EXERCISE DETAILS.
Search the material for the word "auto" and report each line where it turns up.

......

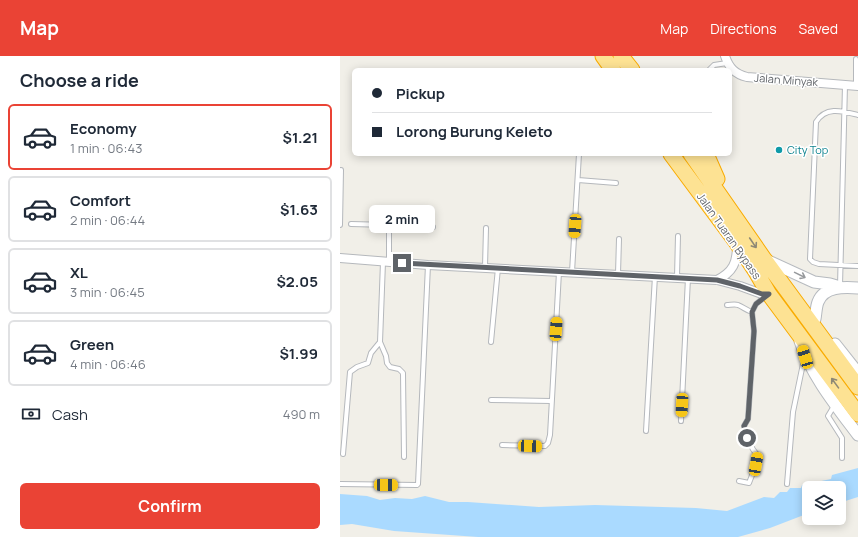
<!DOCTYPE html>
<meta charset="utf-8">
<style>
:root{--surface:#fff;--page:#f2f2f3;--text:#1f2937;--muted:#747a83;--line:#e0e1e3;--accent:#ea4335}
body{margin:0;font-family:Manrope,sans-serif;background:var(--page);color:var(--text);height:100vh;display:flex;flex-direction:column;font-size:15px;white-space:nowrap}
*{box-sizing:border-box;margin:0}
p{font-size:13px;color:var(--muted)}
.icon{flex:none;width:22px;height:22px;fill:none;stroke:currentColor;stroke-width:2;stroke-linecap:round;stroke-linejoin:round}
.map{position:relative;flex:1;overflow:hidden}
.side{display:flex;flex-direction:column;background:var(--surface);width:340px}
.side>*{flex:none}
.banner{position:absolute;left:12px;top:12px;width:380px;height:88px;border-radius:6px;box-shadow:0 2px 10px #0003;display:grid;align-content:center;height:88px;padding:0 20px;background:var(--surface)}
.buttons{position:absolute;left:462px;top:425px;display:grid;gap:8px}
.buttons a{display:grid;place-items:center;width:44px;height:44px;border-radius:6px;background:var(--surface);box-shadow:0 2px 10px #0003;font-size:20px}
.end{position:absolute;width:18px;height:18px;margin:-9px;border:5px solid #5f6368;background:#fff;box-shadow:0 0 0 2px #fff}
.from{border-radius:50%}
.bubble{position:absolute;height:28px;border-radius:6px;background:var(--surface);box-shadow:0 2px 10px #0003;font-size:13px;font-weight:700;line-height:28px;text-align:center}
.car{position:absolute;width:12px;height:24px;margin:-12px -6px;border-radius:5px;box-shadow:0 0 3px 1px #0007;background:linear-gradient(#f5c518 24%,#345 0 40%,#f5c518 0 76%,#345 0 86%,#f5c518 0)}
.banner b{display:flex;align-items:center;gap:14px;height:38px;font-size:15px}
.banner b+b{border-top:1px solid var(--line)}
.banner i{width:10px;height:10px;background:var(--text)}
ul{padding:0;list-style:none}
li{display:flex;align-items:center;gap:12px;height:66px;margin:0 8px 6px;padding:0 12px;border:2px solid var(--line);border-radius:6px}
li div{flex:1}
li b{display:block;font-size:15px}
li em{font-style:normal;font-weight:700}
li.selected{border-color:var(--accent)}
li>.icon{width:36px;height:36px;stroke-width:1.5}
h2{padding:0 20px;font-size:18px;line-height:48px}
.pay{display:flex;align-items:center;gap:10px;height:44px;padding:0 20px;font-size:15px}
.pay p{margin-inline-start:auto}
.action{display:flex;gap:8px;margin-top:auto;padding:8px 20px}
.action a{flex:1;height:46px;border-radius:6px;background:var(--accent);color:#fff;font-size:16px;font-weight:700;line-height:46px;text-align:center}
header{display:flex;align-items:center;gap:24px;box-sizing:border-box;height:56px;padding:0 20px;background:var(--accent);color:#fff}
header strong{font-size:19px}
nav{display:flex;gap:22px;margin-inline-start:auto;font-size:14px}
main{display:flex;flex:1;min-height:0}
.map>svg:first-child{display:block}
</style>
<header>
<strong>Map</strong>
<nav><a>Map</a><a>Directions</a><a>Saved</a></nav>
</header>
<main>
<section class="side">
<h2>Choose a ride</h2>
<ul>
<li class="selected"><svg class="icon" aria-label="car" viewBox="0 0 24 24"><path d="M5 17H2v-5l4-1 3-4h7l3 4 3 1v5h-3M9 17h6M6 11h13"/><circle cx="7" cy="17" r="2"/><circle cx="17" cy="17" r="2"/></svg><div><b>Economy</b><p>1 min · 06:43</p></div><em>$1.21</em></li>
<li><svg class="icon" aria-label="car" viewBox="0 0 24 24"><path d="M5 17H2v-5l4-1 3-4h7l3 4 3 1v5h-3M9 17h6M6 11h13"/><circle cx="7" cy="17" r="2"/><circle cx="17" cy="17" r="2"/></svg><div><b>Comfort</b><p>2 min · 06:44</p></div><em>$1.63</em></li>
<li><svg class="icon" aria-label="car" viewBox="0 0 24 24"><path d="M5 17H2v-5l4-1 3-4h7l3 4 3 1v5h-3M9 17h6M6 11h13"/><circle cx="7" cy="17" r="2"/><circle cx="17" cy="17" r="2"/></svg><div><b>XL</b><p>3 min · 06:45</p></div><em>$2.05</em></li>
<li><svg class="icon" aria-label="car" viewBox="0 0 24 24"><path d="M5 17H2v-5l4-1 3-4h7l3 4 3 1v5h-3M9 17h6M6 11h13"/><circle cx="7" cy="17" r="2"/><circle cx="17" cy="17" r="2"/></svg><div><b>Green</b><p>4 min · 06:46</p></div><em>$1.99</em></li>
</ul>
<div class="pay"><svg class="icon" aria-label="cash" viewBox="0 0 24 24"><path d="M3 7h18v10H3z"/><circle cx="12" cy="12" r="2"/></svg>Cash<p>490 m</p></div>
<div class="action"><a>Confirm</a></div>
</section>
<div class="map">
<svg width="518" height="481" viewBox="0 0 518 481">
<rect width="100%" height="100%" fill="#f1efe8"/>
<path fill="#aadaff" d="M518,412V441L499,447V432H469V457L430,472L398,481H138L54,475L12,468L0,469V438L27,440L40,444L55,442L72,443L85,440L109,446H128L199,451L255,449L356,452L387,455L424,441L434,442L440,436H447L450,432H461L462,429L491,423L492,419Z"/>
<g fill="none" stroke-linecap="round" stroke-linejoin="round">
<defs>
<path id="lane" d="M516,3V29
M369,14L374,9L387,7
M518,59C502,55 486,50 476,66L470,203L473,206L479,208L518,210
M238,124L276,127
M11,168L49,169V206
M0,169L1,114
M49,169L93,171
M145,211L146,172
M232,216L239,98
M278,218L279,183
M337,221L338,180
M500,230L505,29
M387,249C390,249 395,248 398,249C403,251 406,254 412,256
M40,286L46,300L47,307L50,311L59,313L63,317L64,401
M151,286L158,212
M151,344L211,345
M494,350L488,360L502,382V402
M341,365L348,222
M306,375L315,220
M162,389L205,390L208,387L210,379L219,216
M3,398L10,316L17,311L28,307L31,297L40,286L43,206
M399,425L409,427L416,409L418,400C410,391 407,382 404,370L408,363L414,275L412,256L416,248L427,239
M0,428L77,429L78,428L88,209
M447,428L453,356L464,303"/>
<path id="street" d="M385,0C389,12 395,18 407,21L518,30
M0,202L88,209L377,224L400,230L422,238H429
M377,224C393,216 397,207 397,189"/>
<path id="secondary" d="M424,203L474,226L490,228L500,231
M475,263C476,258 476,251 478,246C484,230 504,231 518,232
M460,285C471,319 497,351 518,379
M495,288L518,317"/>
<path id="highway" d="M263,0L273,14
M281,0L292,14
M331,98L397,187L415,214L429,238L518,358
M351,98L424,203L518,331
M366,98L377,123"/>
</defs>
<use href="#lane" stroke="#b5b8bc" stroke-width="6"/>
<use href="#street" stroke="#b5b8bc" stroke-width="10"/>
<use href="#secondary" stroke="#b6babf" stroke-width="13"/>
<use href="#highway" stroke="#f9ab00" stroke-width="17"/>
<use href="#lane" stroke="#fff" stroke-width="4"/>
<use href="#street" stroke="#fff" stroke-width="8"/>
<use href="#secondary" stroke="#fff" stroke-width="11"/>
<use href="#highway" stroke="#fde293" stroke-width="15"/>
</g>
<defs><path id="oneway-shaft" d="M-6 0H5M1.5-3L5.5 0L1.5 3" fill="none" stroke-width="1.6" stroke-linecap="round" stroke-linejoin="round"/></defs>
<g stroke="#8e8975">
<use href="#oneway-shaft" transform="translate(413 187) rotate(56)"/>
<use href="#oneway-shaft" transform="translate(495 327) rotate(-126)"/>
</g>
<use stroke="#979a9d" href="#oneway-shaft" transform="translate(460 219) rotate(26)"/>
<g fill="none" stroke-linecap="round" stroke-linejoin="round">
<path stroke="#5f6368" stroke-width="5" d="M62,207L377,224L400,230L422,238H429L416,248L412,256L414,275L408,363L404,370L407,382"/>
</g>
<circle fill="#0f9aa8" stroke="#fff" stroke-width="1.5" cx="439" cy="94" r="4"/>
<g text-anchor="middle" stroke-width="3" stroke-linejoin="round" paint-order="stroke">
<g font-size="11" fill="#5f6368" stroke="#fff">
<text transform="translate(446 24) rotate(4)" y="4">Jalan Minyak</text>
<text transform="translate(389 180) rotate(55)" y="4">Jalan Tuaran Bypass</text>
</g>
<g font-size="11" fill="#0d838f" stroke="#fff" text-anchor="start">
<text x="447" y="98">City Top</text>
</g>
</g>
</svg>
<div class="buttons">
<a><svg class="icon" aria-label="layers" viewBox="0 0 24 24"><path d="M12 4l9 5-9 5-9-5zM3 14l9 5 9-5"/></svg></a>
</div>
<i class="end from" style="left:407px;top:382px"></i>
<i class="end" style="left:62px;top:207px"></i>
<div class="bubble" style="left:29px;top:149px;width:66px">2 min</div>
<i class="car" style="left:235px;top:170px;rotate:184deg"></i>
<i class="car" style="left:216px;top:273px;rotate:4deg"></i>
<i class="car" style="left:465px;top:301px;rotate:343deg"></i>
<i class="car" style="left:342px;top:349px;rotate:183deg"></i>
<i class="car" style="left:190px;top:390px;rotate:92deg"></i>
<i class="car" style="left:416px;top:408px;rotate:10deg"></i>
<i class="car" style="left:46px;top:429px;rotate:91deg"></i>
<div class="banner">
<b><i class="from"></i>Pickup</b>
<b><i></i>Lorong Burung Keleto</b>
</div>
</div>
</main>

......

SOLUTION TO THE PROBLEM.
.pay p{margin-inline-start:auto}
.action{display:flex;gap:8px;margin-top:auto;padding:8px 20px}
nav{display:flex;gap:22px;margin-inline-start:auto;font-size:14px}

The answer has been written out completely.